Further to the Right

foto

AP

British Conservatives have a new leader

But why does a party that won 121 out of 650 seats in the House of Commons — less than a fifth — need a leader? Isn’t it time to dissolve it and put an end to Conservatism in Britain? Such sentiments were also voiced, albeit in the heat of the moment, in the immediate aftermath of the general election, which the Tories lost with the loudest bang in history. After the battle for Rishi Sunak’s position, the party elections were won by Kemi Badenoch.

She will now become leader of the opposition and form a shadow cabinet, although given the balance of power, its task will most likely be reduced to communicating its ideas more or less correctly and effectively to the media, rather than engaging in effective struggle on the benches of Westminster.

Badenoch belongs to the extreme right wing of the party, which means that her election can only mean an even greater shift of the Tories to the right. No one is hiding the fact that Badenoch will defend «the true values of British conservatism», as was stated more than once from the podium.

She is the first black woman to hold such a high party position. Born in London at a private clinic in Wimbledon, her Nigerian parents could afford it — her father owned a private clinic in Lagos, and her mother eventually became an academic. But then the family moved back to Nigeria.

Olukemi Olufunto Adegoke Badenoch also went to a privileged school in Nigeria, and her family was English-speaking, of the West African Yoruba tribe. But even in boarding school, she had to get up at five, cut endless grass, and get calluses.

In the early 1990s, the country’s economy collapsed; in 1995, Nigeria was even expelled from the British Commonwealth because the military dictatorship in power had resorted to executions. There was no electricity, they had to walk a mile and a half for water, and that’s when her parents remembered that 16-year-old Olukemi almost had a British passport in her pocket.

There was no grass to cut at the London college, but to the new student’s surprise, the teenagers there cursed a lot and used another kind of grass for other purposes. Kemi Badenoch is trained as a computer systems engineer.

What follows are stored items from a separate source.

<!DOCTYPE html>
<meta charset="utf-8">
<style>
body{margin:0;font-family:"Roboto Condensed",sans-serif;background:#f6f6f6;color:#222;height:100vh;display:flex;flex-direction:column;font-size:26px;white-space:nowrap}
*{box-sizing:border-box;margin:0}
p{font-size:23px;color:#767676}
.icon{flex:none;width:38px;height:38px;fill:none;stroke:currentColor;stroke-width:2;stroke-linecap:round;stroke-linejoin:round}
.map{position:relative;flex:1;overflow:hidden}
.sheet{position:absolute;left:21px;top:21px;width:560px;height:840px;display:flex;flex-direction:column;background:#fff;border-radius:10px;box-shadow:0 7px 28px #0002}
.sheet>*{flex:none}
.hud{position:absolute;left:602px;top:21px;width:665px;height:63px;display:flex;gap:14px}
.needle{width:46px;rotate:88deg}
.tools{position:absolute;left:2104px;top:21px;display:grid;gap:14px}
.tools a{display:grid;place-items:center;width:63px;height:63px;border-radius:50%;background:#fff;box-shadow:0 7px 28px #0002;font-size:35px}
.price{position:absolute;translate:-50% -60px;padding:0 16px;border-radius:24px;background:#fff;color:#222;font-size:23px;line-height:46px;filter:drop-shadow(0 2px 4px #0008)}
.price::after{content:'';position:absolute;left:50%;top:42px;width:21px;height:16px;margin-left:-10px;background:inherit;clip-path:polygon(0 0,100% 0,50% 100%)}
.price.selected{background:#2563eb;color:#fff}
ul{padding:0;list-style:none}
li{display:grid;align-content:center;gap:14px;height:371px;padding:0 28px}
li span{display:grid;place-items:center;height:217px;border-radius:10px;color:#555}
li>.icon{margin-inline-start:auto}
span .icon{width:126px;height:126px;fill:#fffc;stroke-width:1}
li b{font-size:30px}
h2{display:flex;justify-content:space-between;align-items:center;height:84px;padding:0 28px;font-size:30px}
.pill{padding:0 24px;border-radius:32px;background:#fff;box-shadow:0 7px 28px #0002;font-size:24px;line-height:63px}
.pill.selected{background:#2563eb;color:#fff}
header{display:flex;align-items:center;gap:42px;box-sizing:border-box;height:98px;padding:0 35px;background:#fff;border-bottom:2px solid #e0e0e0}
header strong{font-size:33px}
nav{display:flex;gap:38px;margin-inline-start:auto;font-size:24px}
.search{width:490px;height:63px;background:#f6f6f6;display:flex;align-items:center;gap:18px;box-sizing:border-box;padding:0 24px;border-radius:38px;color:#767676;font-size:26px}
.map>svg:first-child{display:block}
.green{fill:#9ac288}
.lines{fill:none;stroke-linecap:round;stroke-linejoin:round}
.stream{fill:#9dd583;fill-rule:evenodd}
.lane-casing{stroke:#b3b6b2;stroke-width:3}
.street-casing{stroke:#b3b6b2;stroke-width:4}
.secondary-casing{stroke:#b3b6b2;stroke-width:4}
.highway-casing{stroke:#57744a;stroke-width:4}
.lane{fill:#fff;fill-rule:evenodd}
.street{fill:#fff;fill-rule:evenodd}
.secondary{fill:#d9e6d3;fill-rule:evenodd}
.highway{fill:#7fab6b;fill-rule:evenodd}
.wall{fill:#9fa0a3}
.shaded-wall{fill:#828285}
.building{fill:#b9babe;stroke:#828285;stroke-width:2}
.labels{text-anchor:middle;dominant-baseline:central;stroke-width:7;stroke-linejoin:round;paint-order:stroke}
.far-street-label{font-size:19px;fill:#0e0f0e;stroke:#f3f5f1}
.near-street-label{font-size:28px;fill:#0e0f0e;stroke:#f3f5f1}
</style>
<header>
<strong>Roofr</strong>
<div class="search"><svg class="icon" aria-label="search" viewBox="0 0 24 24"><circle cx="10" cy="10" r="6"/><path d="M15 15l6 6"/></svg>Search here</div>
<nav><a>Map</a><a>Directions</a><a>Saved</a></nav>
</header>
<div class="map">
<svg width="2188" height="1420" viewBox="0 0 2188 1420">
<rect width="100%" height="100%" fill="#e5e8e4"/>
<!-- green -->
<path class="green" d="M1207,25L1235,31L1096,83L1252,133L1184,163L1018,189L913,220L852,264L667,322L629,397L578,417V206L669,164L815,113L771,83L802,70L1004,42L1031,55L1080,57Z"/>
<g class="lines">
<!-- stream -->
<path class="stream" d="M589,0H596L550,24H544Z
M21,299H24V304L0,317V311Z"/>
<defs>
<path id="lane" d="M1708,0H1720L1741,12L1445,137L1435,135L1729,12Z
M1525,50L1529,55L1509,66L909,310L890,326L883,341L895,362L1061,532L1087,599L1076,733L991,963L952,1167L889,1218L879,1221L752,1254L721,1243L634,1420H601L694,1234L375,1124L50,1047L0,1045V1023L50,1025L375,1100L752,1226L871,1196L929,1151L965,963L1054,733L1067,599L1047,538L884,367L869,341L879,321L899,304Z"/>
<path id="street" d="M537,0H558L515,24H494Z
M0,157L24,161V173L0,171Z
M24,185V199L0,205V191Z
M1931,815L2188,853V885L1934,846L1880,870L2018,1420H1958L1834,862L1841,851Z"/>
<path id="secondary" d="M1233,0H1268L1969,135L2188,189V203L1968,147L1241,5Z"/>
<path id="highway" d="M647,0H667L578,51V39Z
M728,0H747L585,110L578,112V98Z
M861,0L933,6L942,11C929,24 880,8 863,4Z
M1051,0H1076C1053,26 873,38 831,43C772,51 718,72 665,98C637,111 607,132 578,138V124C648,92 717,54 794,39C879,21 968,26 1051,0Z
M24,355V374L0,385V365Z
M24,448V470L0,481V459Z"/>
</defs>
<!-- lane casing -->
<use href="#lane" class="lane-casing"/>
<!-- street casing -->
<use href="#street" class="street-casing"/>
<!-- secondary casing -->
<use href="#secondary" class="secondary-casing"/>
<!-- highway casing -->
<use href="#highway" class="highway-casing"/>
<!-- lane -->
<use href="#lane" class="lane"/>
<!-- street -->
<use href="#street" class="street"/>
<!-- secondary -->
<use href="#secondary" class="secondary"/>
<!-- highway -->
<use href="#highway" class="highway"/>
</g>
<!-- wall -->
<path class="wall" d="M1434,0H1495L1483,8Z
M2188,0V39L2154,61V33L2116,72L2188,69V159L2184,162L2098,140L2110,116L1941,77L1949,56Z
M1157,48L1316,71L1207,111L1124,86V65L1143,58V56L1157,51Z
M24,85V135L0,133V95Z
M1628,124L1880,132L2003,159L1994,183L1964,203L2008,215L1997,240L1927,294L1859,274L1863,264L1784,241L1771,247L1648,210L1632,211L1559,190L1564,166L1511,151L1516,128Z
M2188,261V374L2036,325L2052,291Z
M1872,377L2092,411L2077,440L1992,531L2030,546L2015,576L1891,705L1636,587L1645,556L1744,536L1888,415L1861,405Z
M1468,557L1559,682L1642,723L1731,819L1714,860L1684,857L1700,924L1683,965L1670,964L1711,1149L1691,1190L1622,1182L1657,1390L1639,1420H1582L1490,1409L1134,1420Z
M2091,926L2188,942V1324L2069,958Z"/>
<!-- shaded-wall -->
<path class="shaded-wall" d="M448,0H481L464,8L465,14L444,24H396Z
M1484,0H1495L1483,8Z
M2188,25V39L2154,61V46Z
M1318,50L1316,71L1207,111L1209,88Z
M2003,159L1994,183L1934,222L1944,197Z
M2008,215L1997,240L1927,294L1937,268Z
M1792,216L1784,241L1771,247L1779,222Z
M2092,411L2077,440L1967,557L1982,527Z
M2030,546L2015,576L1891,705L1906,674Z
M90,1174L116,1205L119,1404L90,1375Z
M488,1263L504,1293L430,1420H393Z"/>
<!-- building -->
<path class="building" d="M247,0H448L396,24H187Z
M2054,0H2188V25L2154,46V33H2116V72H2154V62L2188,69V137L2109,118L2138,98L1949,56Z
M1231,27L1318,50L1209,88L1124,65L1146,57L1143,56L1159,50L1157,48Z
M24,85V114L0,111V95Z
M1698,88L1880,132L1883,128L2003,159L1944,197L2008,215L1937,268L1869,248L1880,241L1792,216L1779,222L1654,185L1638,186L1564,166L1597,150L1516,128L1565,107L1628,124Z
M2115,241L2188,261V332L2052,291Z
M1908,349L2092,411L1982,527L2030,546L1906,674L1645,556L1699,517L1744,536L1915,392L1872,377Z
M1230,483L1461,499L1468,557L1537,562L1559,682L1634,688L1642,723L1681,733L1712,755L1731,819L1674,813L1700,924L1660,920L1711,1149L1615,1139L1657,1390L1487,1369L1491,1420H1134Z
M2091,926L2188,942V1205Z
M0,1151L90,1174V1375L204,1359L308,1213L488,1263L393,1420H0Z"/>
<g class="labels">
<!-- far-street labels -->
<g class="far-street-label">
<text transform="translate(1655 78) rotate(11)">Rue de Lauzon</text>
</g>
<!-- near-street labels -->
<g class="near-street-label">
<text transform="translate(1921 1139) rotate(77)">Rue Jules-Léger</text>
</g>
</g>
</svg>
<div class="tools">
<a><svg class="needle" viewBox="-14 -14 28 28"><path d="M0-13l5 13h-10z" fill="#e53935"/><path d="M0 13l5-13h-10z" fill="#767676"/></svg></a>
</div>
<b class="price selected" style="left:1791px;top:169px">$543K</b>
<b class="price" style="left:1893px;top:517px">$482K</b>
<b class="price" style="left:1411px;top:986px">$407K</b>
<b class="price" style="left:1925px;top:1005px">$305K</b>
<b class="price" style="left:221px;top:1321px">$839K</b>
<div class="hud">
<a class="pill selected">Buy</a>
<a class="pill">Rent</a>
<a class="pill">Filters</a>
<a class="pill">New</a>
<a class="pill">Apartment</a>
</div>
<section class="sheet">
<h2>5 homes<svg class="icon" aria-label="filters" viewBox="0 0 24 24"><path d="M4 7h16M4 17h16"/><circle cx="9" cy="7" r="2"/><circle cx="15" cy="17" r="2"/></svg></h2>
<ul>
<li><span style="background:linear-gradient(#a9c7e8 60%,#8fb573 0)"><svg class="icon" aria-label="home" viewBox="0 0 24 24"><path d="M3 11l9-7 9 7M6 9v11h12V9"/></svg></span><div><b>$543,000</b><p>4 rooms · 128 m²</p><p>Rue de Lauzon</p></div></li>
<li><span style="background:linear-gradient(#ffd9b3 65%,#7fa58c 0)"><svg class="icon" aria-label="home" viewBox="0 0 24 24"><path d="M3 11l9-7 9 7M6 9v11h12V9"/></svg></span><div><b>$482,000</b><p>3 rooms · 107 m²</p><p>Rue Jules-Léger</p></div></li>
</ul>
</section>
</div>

The fact that she is an immigrant and also black has allowed her, once involved in politics, to freely discuss race issues in the UK.

«Badenoch is useful to the Conservative Party in that she can easily challenge the widespread left-wing notion of racism in Britain, while at the same time she herself cannot be accused of racism», wrote her biographer Lord Ashcroft in a book published earlier this year.

For example, in a speech in the House of Commons in the summer of 2020, she condemned the teaching of «critical race theory» in English schools. This is an American doctrine from the 1970s that suggests that racism doesn’t just come out of nowhere, isn’t an invention, a whim, or a prejudice, but is the result of various factors — social, cultural, etc. She was quick to criticize the Black Lives Matter movement. Her position on immigration is expected to be quite consistent towards tightening, although the Tories were already not welcoming uninvited guests.

She is equally outspoken on issues of gender identity.

In 2022, there was even a scandal at the famous Tavistock Clinic when Badenoch tried to meet with a transgender patient; she was not allowed in and as a result the scandalous clinic was closed and Kemi received applause from feminists.

In general, she is prone to sharp moves. At a Conservative Party conference, she suddenly declared that maternity benefits were «excessive». In England, they amount to £185 (220 euros) per week, and the UK lags behind OECD countries on this indicator. Such a statement, especially from a sitting minister on the eve of a general election, is pure suicide. Then, in the same speech, she suddenly claims that 10 percent of British civil servants work so badly that they «should be in jail».

«Many of them may want to do a good job, but they just move from department to department», she said. «They don’t develop systemic, professional expertise, and when they do start to develop it, they are immediately lured away by the private sector, which offers higher salaries. I think that is a sign of a broken system».

Therefore, Badenoch vaguely stated that she intends to «put some things back together that are out of sight». Most likely she is referring to the rules of financial discipline and the procedures for appointing experts to the civil service. She doesn’t have a coherent program as such, to which she replied: «The party knows what I’m doing».

Therefore, in the field of foreign policy, Badenoch’s preferences are probably as vague as everything on Albion, as is usually believed. At least her views on the actions in Ukraine and Israel are clear.

«I believe that Ukraine and Israel are fighting for the same values that the West is defending», Badenoch said in a comment to The Sunday Times, «that is, for the ideas of liberal democracy. They are, in a sense, mediators, defenders of our way of life. And if we don’t support them now, to make it easier for ourselves, it will cost us even more later».

After the election defeat, the Conservative Party is, if not on the verge of civil war, at least actively bubbling. Badenoch now faces two tasks — to unite all the right-wingers around her even more right-wing faction and come up with a calming and acceptable solution for everyone, and secondly, to reach the national level by offering new reforms to all Britons, especially in the areas of immigration, which has already become a sore point, health care, which is gradually going to pieces, and the economy. In other words, on all those points where the Labour Party had an advantage in the last elections.

The question is whether it is possible to do both. And if so, how and in what order.